**What to work on**: Print all of the data exactly, but drop the pictures.

Dataset entries:

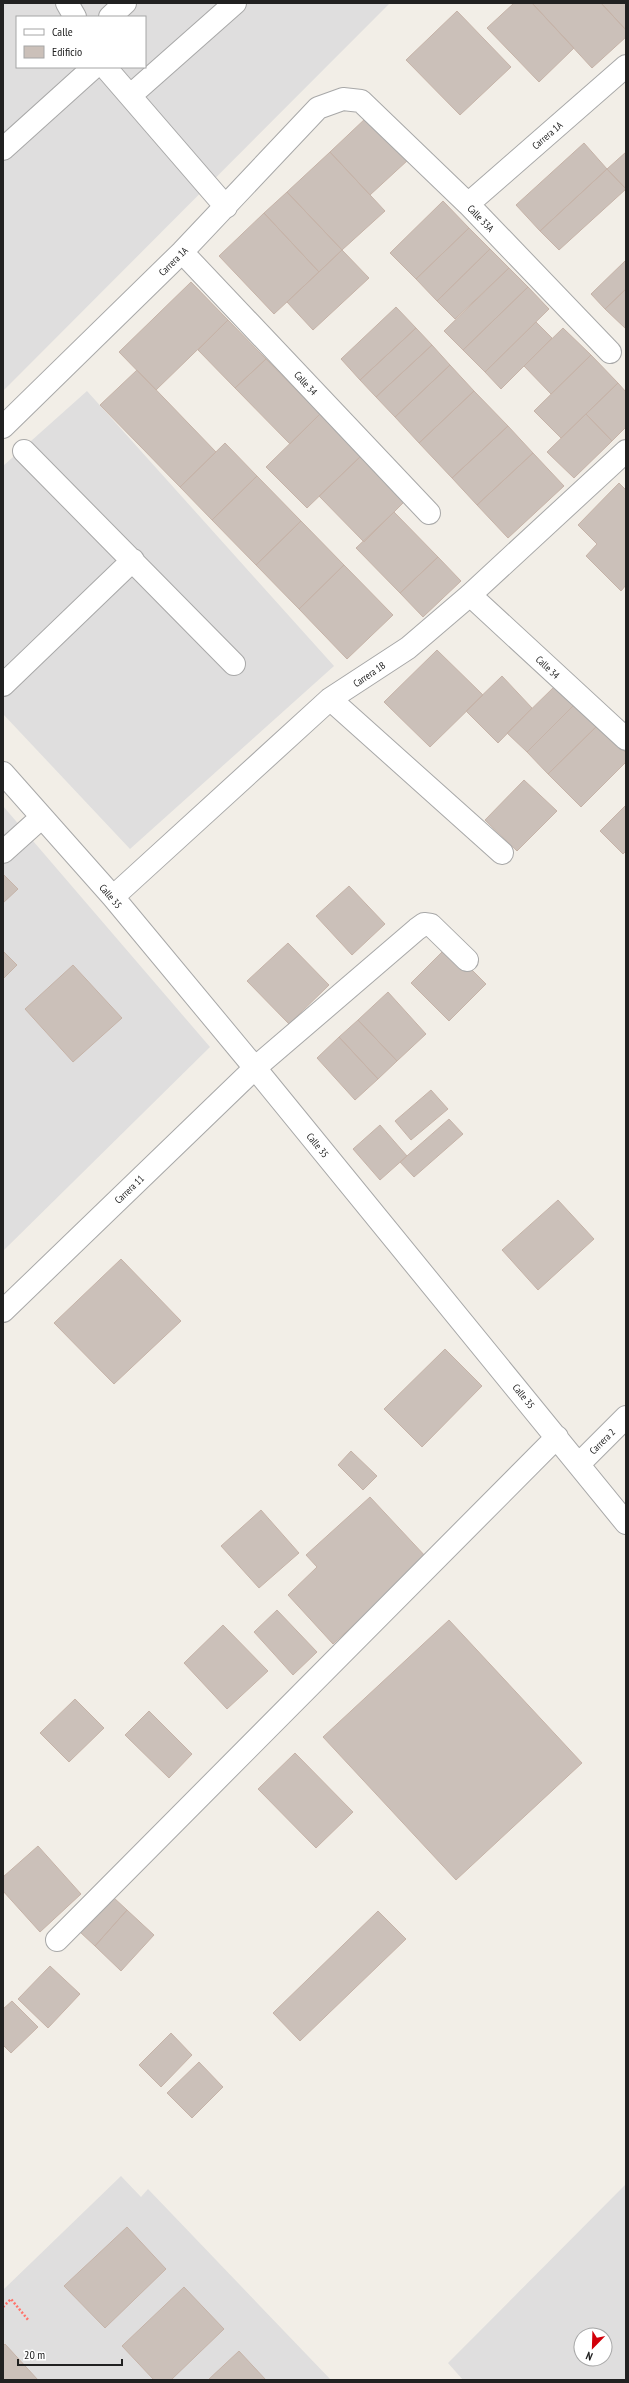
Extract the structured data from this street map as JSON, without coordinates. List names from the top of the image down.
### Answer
{
  "streets": {
    "street": [
      "Carrera 1A",
      "Calle 33A",
      "Calle 34",
      "Carrera 1B",
      "Calle 35",
      "Carrera 11",
      "Carrera 2"
    ]
  },
  "crossings": [
    ["Carrera 1A", "Calle 33A"],
    ["Carrera 1A", "Calle 34"],
    ["Calle 34", "Carrera 1B"],
    ["Carrera 1B", "Calle 35"],
    ["Calle 35", "Carrera 11"],
    ["Calle 35", "Carrera 2"]
  ],
  "legend": ["Calle", "Edificio"],
  "scale_bar": "20 m",
  "north": "bottom left"
}
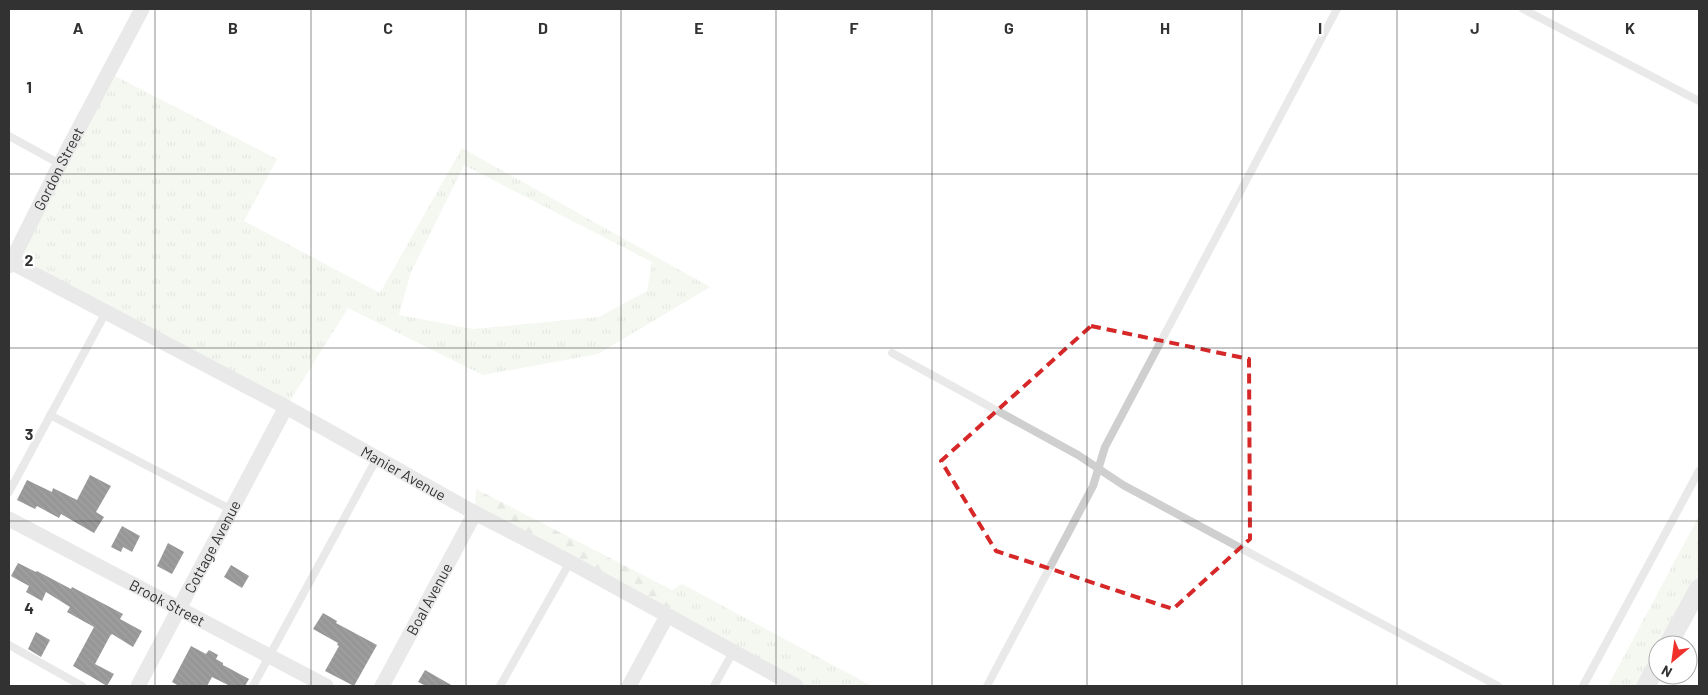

**Written answer**:
Extract the structured data from this street map as JSON, without coordinates. List names from the top of the image down.
### Answer
{
  "streets": {
    "street": [
      "Carrera 1A",
      "Calle 33A",
      "Calle 34",
      "Carrera 1B",
      "Calle 35",
      "Carrera 11",
      "Carrera 2"
    ]
  },
  "crossings": [
    ["Carrera 1A", "Calle 33A"],
    ["Carrera 1A", "Calle 34"],
    ["Calle 34", "Carrera 1B"],
    ["Carrera 1B", "Calle 35"],
    ["Calle 35", "Carrera 11"],
    ["Calle 35", "Carrera 2"]
  ],
  "legend": ["Calle", "Edificio"],
  "scale_bar": "20 m",
  "north": "bottom left"
}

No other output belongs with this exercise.